**EXERCISE DESCRIPTION:**
Copy all lines holding the word "serif" from the entries.

(SOURCE INFORMATION begins)

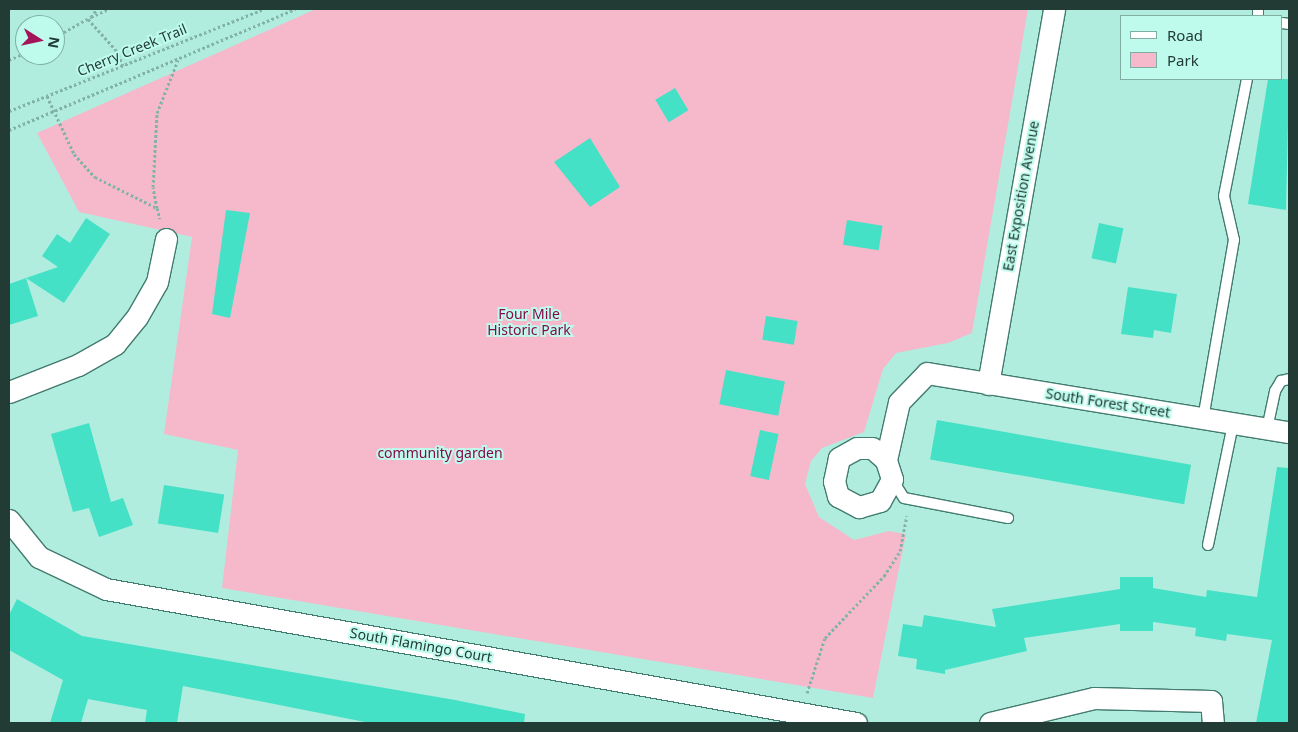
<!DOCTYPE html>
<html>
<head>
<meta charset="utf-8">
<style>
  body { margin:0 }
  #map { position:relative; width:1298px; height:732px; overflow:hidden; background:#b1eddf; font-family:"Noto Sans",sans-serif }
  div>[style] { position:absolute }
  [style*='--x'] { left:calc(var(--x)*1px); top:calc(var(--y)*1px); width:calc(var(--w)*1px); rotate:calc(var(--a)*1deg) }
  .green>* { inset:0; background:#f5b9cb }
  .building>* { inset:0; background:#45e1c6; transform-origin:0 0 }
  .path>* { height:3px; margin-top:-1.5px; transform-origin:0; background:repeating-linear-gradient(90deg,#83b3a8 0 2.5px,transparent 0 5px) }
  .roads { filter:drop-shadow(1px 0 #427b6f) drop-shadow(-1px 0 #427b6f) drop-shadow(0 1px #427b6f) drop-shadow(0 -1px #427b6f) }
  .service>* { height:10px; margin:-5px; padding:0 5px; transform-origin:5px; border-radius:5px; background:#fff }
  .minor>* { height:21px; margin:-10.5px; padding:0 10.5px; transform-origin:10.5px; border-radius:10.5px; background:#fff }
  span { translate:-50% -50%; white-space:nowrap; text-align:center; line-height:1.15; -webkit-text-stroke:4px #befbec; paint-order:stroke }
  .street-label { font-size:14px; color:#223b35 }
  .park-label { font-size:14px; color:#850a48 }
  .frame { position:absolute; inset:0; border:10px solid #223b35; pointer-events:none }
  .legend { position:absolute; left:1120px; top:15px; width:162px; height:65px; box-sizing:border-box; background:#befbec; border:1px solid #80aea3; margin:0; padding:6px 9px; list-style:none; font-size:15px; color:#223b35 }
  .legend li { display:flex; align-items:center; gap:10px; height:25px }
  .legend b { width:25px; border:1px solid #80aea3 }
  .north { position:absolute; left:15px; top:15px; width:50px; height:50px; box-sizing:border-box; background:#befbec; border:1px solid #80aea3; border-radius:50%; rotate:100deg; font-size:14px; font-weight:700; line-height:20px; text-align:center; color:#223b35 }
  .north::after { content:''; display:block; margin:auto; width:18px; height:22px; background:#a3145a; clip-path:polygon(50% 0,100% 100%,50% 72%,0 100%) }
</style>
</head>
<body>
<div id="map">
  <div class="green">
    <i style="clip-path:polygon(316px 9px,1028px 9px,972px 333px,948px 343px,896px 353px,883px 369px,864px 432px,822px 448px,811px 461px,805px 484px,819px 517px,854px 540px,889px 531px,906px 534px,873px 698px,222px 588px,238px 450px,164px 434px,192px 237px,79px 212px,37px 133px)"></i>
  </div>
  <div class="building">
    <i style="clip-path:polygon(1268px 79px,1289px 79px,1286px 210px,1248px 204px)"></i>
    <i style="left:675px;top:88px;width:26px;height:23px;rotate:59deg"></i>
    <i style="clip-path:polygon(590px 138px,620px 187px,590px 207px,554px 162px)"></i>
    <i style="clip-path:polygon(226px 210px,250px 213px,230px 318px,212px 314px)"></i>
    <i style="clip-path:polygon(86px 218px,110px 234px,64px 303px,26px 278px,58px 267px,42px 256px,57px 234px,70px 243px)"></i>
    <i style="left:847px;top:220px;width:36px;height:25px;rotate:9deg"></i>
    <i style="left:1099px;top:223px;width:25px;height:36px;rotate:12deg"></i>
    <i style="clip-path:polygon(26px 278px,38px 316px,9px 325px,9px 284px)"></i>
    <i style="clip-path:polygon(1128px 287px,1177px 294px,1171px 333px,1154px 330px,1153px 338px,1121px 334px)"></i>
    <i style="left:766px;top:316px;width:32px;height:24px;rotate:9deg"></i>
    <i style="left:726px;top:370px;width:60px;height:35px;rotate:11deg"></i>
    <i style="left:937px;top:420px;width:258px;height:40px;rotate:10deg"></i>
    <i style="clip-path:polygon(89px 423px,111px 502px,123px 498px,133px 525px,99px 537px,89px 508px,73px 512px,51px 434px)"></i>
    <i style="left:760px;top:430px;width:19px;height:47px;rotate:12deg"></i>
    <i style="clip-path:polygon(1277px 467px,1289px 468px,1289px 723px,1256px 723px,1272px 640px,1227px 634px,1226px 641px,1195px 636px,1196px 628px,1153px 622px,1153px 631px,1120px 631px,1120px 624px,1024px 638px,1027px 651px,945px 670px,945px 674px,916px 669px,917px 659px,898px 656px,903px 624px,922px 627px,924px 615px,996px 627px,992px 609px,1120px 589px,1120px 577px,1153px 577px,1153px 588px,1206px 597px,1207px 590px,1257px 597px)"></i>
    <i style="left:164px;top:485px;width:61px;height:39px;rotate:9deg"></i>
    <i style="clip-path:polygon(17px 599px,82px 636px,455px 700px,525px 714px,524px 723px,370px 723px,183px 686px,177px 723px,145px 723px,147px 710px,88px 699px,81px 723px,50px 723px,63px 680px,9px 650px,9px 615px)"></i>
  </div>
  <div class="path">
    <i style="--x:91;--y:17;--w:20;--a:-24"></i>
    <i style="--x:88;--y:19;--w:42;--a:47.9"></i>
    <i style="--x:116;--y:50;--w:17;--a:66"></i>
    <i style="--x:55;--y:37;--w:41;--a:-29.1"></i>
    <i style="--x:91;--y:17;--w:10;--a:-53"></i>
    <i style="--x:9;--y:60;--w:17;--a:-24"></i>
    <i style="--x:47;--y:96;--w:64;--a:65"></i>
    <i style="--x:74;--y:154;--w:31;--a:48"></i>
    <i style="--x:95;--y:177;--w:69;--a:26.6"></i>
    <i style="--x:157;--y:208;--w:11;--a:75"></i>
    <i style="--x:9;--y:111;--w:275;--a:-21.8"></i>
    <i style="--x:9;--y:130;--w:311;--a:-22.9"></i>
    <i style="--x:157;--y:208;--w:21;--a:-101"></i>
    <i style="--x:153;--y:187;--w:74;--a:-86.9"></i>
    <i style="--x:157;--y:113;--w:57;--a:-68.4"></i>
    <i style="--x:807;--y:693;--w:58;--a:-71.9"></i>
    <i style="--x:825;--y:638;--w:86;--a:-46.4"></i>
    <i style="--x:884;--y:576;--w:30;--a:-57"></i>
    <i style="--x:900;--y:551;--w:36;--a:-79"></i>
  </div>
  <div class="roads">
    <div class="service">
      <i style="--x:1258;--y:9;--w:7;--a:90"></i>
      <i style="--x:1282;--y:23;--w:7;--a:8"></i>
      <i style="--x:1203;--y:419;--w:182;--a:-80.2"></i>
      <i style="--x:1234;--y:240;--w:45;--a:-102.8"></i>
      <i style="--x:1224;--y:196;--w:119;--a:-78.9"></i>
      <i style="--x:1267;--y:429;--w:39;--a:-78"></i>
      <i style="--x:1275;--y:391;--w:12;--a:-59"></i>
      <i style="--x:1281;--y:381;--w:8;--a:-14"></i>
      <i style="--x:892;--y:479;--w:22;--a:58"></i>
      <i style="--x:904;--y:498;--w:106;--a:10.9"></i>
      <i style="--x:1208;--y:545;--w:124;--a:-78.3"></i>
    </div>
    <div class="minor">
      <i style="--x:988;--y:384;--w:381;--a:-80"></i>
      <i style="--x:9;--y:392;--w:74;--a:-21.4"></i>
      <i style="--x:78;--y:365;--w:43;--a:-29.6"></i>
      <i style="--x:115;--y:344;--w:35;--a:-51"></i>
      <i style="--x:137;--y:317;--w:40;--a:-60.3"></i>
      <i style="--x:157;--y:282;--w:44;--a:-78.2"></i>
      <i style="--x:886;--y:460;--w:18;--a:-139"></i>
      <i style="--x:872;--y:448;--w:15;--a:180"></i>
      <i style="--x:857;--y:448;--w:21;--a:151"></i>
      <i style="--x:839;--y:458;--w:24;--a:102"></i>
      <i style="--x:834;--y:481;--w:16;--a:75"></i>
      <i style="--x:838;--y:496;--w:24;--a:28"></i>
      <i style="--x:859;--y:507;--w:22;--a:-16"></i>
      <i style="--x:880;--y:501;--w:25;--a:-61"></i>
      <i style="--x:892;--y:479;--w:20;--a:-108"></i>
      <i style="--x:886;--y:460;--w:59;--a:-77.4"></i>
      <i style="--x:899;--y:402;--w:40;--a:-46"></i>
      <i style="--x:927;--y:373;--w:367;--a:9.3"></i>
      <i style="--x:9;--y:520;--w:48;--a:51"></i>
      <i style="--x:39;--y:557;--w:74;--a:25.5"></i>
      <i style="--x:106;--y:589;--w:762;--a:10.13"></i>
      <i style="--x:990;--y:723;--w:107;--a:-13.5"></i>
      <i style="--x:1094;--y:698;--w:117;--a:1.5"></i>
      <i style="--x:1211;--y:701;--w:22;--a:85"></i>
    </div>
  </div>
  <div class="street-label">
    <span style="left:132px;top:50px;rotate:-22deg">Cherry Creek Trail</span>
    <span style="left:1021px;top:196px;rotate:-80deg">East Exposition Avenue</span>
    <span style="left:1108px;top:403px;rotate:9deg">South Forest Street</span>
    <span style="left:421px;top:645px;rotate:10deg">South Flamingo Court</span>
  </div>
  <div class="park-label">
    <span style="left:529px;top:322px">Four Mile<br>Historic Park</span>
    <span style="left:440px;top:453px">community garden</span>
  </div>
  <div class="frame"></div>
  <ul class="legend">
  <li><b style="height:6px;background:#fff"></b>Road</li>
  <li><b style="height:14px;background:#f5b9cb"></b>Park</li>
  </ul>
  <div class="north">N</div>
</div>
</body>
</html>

(SOURCE INFORMATION ends)
(SOURCE INFORMATION begins)

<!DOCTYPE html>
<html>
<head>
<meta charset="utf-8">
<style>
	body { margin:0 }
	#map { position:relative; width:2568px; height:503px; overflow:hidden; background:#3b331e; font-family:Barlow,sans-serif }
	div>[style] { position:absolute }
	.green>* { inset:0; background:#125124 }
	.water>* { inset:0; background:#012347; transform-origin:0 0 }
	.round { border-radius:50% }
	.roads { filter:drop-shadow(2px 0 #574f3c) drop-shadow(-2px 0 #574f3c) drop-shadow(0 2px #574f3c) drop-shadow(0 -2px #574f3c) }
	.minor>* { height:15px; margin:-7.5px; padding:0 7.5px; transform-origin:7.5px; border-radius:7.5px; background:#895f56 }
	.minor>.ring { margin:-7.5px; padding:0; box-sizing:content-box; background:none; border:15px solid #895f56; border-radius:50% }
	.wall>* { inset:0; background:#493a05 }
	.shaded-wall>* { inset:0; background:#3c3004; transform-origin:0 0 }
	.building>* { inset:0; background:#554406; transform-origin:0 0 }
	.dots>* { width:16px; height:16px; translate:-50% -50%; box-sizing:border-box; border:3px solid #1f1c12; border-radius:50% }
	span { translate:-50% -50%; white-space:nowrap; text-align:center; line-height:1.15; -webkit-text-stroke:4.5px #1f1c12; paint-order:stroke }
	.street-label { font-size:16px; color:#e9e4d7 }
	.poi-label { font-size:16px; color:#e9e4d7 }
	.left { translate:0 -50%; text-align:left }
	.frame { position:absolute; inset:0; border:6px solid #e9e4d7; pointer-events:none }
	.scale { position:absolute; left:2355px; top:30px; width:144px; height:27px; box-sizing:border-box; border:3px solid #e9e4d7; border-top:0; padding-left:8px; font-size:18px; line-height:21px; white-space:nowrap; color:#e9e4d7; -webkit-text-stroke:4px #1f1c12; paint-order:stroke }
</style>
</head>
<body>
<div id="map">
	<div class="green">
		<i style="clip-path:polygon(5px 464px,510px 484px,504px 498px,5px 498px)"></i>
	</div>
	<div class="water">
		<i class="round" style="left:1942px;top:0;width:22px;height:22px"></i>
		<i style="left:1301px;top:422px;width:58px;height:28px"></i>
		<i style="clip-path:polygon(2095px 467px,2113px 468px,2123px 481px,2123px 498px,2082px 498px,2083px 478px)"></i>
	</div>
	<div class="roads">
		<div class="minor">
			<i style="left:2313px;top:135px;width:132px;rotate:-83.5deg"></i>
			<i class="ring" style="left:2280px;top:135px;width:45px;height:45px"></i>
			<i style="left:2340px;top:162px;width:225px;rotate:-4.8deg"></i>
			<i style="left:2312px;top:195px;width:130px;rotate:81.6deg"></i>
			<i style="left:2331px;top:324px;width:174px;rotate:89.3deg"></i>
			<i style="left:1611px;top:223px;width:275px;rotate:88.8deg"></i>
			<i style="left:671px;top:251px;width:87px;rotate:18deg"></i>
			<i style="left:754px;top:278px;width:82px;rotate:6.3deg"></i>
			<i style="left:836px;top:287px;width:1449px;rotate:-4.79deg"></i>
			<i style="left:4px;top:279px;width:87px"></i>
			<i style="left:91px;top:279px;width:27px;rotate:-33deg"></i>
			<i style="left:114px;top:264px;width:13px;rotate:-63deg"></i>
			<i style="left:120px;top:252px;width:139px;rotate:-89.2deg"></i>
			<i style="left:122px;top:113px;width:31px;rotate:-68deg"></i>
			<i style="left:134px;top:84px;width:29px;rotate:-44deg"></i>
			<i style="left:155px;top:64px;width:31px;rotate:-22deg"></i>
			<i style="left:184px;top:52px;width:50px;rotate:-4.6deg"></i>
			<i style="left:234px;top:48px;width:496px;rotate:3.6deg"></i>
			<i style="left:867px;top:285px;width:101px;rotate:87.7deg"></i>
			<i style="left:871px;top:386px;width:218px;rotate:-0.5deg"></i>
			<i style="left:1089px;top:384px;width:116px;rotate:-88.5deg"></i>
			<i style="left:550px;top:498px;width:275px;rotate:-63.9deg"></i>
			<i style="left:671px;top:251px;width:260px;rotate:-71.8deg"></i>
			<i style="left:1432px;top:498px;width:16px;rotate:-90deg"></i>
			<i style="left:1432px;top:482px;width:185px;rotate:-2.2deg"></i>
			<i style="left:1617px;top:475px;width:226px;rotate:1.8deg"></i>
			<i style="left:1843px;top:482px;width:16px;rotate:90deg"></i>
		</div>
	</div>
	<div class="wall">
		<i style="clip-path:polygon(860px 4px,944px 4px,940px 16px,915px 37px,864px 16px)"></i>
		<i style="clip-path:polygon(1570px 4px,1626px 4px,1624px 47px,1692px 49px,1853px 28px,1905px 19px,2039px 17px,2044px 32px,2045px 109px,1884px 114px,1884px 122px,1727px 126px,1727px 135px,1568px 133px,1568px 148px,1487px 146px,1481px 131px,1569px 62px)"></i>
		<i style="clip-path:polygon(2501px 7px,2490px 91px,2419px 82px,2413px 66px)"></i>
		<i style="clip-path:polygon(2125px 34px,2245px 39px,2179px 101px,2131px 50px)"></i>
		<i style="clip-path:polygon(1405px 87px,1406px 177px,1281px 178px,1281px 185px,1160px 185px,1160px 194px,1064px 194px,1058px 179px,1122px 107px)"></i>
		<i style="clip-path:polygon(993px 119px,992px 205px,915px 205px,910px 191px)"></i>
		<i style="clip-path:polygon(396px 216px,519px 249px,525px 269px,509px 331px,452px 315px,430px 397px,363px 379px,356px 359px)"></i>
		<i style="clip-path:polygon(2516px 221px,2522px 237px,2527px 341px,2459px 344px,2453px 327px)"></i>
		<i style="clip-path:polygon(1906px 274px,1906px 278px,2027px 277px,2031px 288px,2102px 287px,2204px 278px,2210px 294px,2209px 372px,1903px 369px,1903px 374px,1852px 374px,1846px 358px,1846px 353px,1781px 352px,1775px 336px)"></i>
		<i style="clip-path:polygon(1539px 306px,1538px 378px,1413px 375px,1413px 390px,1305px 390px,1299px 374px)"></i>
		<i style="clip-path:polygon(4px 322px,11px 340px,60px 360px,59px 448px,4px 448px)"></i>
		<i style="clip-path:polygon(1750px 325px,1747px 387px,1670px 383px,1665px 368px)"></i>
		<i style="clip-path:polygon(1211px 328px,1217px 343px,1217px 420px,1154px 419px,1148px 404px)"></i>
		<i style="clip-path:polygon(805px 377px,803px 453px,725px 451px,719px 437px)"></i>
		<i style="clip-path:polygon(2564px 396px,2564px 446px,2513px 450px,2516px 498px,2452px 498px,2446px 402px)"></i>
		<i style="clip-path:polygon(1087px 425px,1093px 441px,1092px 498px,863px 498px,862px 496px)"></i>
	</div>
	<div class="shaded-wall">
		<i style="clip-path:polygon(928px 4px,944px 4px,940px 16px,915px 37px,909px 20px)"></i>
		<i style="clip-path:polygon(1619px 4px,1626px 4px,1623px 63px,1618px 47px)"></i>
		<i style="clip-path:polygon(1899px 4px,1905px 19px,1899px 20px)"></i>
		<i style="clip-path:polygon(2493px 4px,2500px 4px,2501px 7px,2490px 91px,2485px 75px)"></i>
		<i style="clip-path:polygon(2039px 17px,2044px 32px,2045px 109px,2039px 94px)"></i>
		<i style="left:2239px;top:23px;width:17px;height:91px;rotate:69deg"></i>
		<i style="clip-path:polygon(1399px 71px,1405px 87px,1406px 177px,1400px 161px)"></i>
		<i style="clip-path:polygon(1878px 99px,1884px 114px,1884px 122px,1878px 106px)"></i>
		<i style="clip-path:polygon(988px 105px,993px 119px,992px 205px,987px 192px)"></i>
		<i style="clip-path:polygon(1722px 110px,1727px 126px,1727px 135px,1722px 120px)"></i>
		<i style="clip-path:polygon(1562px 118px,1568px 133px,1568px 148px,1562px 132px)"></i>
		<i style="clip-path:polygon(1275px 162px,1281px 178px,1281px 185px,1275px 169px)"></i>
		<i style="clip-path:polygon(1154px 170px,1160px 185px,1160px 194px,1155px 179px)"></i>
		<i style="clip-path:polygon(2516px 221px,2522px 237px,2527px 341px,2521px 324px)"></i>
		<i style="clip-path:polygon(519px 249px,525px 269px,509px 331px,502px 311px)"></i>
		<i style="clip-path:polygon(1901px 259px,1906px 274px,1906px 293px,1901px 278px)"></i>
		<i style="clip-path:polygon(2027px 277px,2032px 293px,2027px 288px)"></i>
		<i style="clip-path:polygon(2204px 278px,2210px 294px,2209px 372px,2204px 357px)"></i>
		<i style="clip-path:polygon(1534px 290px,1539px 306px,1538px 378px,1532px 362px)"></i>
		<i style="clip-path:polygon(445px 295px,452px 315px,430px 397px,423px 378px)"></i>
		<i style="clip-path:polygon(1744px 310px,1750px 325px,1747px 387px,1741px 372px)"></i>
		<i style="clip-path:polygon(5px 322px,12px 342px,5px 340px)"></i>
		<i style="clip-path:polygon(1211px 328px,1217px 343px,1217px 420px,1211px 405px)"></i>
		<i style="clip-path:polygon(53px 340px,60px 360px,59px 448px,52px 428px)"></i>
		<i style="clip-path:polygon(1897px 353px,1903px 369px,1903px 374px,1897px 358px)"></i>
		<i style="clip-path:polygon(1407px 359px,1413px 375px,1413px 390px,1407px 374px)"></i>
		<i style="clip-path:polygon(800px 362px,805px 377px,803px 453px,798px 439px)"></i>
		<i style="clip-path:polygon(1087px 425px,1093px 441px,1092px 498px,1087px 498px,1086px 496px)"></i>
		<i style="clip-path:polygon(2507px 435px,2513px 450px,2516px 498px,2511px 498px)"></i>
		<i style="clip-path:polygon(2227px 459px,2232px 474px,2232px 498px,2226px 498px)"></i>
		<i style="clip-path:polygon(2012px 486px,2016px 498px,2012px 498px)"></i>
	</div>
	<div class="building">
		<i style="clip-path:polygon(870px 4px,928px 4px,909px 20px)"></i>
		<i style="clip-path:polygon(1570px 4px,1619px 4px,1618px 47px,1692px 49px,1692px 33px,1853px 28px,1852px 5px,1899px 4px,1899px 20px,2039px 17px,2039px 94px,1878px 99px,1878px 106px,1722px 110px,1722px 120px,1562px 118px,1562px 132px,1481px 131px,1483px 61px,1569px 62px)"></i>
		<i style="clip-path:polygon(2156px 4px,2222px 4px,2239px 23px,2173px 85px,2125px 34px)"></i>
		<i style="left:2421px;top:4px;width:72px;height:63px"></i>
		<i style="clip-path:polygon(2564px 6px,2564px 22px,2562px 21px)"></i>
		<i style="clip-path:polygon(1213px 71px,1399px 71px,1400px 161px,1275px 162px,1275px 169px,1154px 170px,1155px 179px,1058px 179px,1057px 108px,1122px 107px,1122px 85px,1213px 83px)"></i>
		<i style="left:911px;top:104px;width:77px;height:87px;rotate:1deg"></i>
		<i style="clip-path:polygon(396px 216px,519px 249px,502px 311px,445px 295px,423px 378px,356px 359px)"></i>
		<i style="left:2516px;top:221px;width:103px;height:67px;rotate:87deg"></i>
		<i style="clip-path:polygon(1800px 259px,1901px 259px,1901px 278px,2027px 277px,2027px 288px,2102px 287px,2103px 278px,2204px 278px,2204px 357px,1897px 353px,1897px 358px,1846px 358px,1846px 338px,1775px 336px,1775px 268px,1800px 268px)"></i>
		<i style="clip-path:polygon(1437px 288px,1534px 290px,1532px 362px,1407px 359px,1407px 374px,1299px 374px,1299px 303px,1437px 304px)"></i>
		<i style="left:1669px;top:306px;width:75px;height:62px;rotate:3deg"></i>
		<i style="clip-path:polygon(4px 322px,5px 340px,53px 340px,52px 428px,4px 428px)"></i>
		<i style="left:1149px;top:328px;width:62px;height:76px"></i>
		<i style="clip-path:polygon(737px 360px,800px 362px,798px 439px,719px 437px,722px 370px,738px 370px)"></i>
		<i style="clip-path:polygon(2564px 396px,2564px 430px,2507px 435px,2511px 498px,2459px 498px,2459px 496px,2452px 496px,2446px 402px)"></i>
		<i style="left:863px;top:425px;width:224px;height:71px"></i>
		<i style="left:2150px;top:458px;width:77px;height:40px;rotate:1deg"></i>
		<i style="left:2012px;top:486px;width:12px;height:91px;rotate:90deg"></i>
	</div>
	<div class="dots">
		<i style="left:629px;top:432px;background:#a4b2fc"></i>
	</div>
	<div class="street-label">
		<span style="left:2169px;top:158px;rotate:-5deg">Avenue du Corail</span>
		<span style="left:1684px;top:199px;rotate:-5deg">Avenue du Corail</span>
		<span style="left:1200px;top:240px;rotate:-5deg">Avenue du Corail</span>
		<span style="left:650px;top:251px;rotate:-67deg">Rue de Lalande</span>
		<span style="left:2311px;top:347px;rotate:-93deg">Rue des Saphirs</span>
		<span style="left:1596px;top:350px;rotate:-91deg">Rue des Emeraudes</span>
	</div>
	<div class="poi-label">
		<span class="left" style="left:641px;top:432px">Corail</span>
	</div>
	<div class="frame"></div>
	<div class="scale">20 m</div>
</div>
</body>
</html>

(SOURCE INFORMATION ends)

**ANSWER BOX:**
  #map { position:relative; width:1298px; height:732px; overflow:hidden; background:#b1eddf; font-family:"Noto Sans",sans-serif }
	#map { position:relative; width:2568px; height:503px; overflow:hidden; background:#3b331e; font-family:Barlow,sans-serif }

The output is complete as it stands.